(Exercise input):
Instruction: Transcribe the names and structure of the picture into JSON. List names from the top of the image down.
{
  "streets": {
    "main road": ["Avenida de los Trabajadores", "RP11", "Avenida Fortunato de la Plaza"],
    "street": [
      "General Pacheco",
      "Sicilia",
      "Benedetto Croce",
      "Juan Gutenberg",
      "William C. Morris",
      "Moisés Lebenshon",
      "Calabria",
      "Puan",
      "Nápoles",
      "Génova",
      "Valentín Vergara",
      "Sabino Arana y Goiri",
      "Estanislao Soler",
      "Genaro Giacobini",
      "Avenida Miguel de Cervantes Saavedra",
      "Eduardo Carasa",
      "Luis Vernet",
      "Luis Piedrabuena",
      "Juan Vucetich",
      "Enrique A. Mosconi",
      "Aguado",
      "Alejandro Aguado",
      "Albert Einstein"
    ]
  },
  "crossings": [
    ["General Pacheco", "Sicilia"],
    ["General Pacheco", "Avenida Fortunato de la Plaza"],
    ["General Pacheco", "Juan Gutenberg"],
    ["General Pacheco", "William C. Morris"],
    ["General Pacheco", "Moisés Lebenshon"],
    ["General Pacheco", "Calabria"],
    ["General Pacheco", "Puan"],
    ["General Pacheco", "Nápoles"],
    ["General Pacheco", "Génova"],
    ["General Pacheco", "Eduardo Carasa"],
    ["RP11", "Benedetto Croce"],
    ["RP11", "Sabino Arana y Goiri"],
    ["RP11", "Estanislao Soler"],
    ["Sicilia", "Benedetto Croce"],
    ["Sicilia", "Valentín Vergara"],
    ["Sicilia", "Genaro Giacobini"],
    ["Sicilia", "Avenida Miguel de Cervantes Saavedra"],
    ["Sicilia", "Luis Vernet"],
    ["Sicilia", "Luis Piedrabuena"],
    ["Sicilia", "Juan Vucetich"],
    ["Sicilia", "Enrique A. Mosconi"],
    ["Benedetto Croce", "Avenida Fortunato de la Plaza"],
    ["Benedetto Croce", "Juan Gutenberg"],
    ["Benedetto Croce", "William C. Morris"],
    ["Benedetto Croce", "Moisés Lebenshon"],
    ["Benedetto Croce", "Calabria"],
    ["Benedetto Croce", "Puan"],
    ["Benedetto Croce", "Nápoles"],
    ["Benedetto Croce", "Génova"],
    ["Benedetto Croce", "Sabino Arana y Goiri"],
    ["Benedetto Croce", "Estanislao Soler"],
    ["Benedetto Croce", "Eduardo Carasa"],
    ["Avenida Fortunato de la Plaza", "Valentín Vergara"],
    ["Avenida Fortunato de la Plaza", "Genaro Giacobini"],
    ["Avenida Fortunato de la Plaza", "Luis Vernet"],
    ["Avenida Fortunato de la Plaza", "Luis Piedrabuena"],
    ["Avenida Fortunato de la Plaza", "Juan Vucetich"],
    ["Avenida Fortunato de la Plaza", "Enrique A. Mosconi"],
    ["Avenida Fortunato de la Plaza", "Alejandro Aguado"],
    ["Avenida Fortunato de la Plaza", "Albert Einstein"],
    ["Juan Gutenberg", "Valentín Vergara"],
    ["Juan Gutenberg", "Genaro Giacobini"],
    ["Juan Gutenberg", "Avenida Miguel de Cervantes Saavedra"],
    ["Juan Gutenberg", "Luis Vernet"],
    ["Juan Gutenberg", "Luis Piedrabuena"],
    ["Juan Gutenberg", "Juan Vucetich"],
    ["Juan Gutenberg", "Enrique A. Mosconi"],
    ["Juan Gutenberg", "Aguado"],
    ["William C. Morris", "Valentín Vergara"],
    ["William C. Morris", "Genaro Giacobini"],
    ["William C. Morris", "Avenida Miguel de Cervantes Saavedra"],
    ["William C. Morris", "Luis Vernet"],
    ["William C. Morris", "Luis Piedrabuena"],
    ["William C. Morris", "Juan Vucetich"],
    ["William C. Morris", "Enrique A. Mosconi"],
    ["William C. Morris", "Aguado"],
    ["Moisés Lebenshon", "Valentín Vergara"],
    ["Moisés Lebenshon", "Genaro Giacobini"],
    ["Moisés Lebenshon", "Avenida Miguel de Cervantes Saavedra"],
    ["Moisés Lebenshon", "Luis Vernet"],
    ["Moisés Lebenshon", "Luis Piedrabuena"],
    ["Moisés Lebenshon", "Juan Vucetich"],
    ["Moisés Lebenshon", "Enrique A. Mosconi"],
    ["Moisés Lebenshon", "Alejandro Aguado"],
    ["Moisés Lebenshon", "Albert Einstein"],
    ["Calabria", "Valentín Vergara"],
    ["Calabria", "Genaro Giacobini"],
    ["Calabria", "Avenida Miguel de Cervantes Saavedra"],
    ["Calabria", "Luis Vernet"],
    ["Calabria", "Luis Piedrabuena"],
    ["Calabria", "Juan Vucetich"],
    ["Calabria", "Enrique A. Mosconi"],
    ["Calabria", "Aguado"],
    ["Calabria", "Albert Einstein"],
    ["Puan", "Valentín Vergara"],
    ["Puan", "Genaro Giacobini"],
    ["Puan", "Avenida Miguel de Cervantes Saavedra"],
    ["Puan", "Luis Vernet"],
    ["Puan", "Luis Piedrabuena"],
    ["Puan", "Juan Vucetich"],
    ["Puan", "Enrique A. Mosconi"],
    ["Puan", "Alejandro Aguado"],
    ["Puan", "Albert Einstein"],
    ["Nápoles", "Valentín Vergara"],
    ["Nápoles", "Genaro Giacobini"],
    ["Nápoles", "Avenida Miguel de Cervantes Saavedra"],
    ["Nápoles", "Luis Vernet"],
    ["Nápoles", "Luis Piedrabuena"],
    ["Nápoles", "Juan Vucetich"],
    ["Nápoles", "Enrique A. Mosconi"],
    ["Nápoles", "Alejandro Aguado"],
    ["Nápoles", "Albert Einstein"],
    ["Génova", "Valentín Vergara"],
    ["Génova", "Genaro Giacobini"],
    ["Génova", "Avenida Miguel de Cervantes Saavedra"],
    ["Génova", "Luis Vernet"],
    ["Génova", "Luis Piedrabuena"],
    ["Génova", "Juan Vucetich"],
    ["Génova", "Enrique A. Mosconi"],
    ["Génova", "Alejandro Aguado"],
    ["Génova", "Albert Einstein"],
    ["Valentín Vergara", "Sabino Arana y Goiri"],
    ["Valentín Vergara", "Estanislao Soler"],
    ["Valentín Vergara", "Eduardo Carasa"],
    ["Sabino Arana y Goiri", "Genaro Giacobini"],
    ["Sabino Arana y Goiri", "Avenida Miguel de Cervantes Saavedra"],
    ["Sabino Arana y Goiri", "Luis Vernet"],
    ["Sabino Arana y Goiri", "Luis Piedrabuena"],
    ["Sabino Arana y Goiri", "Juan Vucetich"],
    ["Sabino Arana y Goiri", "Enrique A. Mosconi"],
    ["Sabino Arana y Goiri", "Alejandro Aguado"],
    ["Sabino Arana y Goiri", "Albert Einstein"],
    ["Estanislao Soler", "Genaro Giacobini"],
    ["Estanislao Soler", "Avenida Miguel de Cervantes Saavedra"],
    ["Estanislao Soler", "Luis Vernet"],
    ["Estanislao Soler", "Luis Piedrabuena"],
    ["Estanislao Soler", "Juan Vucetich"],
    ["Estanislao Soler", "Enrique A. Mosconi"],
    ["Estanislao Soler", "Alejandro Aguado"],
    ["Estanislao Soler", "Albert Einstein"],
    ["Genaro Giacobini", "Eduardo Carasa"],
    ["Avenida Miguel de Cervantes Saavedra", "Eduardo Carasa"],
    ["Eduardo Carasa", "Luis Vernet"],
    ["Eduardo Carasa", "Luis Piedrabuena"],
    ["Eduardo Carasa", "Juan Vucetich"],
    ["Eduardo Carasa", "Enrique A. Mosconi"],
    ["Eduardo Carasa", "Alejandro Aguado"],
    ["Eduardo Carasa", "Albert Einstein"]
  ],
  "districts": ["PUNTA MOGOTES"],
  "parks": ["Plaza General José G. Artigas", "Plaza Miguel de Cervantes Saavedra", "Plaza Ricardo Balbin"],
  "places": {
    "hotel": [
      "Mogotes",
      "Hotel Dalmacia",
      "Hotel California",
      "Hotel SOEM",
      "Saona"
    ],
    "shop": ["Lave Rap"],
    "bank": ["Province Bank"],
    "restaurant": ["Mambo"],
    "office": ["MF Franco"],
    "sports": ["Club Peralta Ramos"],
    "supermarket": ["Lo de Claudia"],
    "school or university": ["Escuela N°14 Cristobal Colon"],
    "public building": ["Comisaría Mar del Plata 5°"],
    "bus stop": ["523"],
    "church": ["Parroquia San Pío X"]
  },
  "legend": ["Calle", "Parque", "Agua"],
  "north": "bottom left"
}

(Work request):
Where does "Puan" appear in the records above? Copy every line that has it.

(Result for this exercise):
      "Puan",
    ["General Pacheco", "Puan"],
    ["Benedetto Croce", "Puan"],
    ["Puan", "Valentín Vergara"],
    ["Puan", "Genaro Giacobini"],
    ["Puan", "Avenida Miguel de Cervantes Saavedra"],
    ["Puan", "Luis Vernet"],
    ["Puan", "Luis Piedrabuena"],
    ["Puan", "Juan Vucetich"],
    ["Puan", "Enrique A. Mosconi"],
    ["Puan", "Alejandro Aguado"],
    ["Puan", "Albert Einstein"],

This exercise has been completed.